Parshat Vayera Dvar Torah
This week we read Parashat Vayera. What does Vayera mean? Vayera means that G-d shows himself to Abraham. This refers to the time when the angels came to visit Abraham on the third day after his brit. But we aren’t going to delve into this part of the story, today we are going to take a look at how we learn about the power of prayer.
Parashat Vayera Summary
- Abraham visited by the Angels
- Abraham argues with Hashem to save the city of Sodom
- Destruction of Sodom
- Birth of Isaac
- Yishmael and Hagar sent away
- The Akeidah – the binding of Isaac
- Birth of Rivka
Parashat Vayera Dvar Torah
Parashat Vayera teaches us about prayer and how to pray. In our Parasha we have for the first time Abraham, arguing with Hashem. Hashem had revealed to Abraham His plan to destroy the evil cities of Sodom and Gemorah. Cities whose values differ from those of Abraham. Abraham’s response is to stand and fight.
He cannot accept that Hashem, the righteous judge, would not act with righteousness. In a departure from what we read regarding Noah, Abraham argues and negotiates with Hashem, Maybe there are 50 righteous people, will you save the cities if there are 50 righteous? What about 45? 40? 30, 20 or 10? The Torah does not reveal to us if Abraham is successful in his defense on behalf of the city of Sodom. It appears that he failed. The cities are destroyed. So what did he achieve?

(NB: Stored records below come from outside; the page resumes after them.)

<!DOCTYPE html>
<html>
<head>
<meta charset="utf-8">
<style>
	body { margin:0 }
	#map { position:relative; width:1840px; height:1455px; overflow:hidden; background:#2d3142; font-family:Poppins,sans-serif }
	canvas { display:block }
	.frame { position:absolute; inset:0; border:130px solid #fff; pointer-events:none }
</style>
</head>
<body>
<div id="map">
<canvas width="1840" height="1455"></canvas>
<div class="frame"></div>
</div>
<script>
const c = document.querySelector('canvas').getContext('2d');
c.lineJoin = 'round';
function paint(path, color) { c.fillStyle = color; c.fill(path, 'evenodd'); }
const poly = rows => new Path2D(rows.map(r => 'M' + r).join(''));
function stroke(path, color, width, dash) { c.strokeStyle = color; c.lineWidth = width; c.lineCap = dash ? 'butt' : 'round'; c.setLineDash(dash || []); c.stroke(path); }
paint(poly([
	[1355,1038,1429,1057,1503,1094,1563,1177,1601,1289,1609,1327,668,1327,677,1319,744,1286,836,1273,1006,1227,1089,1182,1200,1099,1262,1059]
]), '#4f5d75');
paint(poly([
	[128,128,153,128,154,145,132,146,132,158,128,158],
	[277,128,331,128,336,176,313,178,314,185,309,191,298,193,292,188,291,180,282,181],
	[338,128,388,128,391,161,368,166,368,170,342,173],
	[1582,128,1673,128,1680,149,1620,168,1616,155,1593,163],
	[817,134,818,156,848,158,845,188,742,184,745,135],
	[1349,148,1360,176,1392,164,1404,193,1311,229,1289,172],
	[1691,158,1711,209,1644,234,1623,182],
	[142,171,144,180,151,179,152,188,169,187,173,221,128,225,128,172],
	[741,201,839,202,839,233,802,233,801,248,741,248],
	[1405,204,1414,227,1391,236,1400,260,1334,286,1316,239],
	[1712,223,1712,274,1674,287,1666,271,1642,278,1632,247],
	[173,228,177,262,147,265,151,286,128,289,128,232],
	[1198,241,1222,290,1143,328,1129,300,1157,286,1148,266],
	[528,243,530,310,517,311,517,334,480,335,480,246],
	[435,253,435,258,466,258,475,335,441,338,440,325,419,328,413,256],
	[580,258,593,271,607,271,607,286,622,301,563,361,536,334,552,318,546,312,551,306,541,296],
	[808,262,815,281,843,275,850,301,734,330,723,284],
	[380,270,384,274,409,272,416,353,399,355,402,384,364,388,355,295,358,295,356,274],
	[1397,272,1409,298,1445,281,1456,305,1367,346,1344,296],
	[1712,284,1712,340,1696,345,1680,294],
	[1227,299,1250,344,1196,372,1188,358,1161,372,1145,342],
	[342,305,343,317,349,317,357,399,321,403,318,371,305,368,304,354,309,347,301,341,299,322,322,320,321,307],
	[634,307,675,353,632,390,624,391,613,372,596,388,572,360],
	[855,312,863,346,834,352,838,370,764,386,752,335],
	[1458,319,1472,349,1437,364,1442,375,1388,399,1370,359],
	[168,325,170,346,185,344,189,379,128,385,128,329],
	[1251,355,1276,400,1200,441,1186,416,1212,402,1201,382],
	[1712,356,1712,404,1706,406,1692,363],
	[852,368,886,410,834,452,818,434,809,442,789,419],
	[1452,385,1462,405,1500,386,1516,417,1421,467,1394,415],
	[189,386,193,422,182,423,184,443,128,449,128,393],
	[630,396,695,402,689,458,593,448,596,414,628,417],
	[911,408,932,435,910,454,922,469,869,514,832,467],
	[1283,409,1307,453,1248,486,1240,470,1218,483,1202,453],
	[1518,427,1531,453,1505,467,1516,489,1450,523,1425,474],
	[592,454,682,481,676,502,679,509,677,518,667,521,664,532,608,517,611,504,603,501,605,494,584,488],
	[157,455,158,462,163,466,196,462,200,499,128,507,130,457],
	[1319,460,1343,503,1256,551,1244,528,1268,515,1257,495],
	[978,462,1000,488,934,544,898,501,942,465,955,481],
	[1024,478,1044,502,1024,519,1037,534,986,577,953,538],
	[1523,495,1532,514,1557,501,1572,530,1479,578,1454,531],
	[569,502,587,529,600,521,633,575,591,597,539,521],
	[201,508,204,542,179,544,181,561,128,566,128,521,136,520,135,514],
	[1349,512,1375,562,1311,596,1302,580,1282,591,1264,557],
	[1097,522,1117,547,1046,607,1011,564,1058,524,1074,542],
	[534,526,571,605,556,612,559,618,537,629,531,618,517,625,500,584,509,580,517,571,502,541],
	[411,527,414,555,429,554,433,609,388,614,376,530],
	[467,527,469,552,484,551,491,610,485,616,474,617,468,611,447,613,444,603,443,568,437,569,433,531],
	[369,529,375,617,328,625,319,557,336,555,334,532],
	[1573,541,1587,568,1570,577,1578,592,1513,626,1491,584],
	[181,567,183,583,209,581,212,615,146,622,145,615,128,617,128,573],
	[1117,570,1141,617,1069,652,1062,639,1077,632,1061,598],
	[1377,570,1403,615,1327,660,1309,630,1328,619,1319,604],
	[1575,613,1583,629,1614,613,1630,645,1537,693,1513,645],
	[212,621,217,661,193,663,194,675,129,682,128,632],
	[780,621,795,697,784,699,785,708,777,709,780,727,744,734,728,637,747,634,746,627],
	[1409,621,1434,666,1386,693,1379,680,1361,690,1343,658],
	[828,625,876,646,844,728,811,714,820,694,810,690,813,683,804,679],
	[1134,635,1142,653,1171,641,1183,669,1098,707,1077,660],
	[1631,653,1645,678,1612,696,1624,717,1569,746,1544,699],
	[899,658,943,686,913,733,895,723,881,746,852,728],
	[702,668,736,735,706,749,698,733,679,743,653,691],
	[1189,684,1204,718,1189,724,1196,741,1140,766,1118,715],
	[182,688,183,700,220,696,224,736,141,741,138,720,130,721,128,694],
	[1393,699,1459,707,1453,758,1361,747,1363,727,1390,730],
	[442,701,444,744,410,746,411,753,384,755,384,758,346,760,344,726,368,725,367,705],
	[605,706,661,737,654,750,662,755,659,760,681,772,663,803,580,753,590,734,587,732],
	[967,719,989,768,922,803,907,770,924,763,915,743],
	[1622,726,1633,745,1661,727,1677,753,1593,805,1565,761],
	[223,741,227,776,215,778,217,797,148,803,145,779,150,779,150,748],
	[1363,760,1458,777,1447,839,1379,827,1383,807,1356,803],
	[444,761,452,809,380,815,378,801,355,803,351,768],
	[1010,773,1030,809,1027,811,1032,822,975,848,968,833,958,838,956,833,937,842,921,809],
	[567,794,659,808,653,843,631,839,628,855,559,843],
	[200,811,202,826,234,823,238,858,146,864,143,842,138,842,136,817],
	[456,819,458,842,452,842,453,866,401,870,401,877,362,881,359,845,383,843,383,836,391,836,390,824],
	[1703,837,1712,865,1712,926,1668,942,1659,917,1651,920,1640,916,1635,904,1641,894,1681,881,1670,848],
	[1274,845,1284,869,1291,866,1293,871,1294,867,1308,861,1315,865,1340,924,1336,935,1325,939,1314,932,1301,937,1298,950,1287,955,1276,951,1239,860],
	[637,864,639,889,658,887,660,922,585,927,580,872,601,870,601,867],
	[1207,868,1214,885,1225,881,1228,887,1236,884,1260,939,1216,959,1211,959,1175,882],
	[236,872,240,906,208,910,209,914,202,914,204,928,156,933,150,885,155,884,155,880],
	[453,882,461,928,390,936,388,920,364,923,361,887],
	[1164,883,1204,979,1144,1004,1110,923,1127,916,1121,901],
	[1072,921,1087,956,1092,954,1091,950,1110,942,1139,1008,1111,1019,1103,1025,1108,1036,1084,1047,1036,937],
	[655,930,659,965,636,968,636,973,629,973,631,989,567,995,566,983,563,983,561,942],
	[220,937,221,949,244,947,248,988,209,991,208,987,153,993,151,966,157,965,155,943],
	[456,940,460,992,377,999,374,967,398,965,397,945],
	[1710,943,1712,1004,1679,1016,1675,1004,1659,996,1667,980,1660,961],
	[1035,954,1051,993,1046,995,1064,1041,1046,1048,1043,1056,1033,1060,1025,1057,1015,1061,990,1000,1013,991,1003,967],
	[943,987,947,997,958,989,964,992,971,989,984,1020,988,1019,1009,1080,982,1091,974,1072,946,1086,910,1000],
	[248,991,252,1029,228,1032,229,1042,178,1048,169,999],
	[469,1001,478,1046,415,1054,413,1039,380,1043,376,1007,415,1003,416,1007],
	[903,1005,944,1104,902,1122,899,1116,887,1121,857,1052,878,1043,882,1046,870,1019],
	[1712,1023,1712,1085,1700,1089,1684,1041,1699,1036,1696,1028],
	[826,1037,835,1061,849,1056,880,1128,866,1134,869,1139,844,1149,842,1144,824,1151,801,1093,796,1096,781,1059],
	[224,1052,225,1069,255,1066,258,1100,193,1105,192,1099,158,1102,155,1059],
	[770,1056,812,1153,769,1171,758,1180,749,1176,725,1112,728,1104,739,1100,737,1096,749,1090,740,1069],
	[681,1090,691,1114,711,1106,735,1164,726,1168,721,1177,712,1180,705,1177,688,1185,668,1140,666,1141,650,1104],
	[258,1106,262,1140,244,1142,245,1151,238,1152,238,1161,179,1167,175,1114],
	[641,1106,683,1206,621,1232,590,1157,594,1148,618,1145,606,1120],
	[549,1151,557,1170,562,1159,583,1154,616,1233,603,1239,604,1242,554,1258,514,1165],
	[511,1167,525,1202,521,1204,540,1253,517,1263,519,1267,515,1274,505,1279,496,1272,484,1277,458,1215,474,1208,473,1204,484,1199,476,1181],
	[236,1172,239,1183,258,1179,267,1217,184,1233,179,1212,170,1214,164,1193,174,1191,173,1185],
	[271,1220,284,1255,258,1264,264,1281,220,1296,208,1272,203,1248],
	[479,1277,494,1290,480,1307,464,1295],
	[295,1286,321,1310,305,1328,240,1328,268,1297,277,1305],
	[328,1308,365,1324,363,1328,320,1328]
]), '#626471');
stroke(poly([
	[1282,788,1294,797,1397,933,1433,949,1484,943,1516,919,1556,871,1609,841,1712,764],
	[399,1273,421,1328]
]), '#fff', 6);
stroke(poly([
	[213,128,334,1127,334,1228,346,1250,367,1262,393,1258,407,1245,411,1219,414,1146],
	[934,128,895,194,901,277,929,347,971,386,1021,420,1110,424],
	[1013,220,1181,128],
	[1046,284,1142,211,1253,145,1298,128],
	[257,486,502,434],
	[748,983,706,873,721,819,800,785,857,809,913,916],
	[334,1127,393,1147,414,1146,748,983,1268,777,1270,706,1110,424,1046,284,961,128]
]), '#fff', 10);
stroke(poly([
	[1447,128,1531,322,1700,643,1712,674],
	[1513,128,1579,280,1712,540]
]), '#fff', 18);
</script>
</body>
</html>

In the morning Abraham wakes up and stands at the place where he had stood before. He may have thought that his prayers had not worked when he saw the smoke rising from the destroyed cities.However, when we read the story, we see that this is not true. Lot and his family are saved, as well as the city of Zoar and its residents. Zoar was one of the 5 cities that were to be destroyed.
Parshat Vayera The Meaning Of Prayer
We do not know the power of our prayers.
No prayer goes unanswered.
The answer may not what we expected
Prayer is Chutzpah. What right do we have to approach Hashem and demand that He change his mind? Yet this is exactly what Abraham does. We see that Hashem is not angry with Abraham. To pray and ask on behalf of others is exactly what Hashem wants of us.
Abraham’s prayer becomes the paradigm and formula as to how we approach Hashem. How? Abraham stands before Hashem- so too do we in the Amidah. Abraham returns to the same place- he has a fixed place to pray. So to do we have a fixed place to pray. Abraham opened his prayer with praise, then made his request. Our prayers follow the same format. The structure of our prayers begins with praise and then moves to requests.
We begin our prayers by invoking the phrase G-d of Abraham- for we, as his descendants follow in his footsteps and formula when we pray to Hashem.
We do not appreciate the power of our prayers. Sometimes the prayers are answered immediately. Sometimes they need to accumulate to have an effect, as Moses did when he prayed for 40 days to gain atonement for the Jewish People. We prayed for 2000 years for a homeland. A hope that was fulfilled in our generation.
The Jewish People have survived because we understood that there is a power to prayer. We learned this from Abraham.
Prayer A Dialogue
Jewish Prayer was introduced to us by our Father Abraham. He was the one who introduced the idea of praying in the morning. Abraham also taught us that prayer is a conversation, a dialogue between ourselves and the Master of the Universe. We have this gift every day.
Praying is not easy. To appreciate the depth of our prayers and the nuances in the text is beyond our ability. For many, the Hebrew is hard, it is poetic and difficult to understand. This is the challenge that we all face. I have suggested to many congregants that it is better to say fewer prayers with true intention than to rush through all the prayers in the Siddur.
The siddur is not just a prayer book, it also is a commentary and an explanation of many of the key principles of Judaism. Each of us can gain, not only praying from a siddur, but also by spending some time to analyse what it is we are saying and why we say it.
Isn’t it time that we, the descendants of Abraham, follow in his footsteps and engage in a dialogue with the Divine?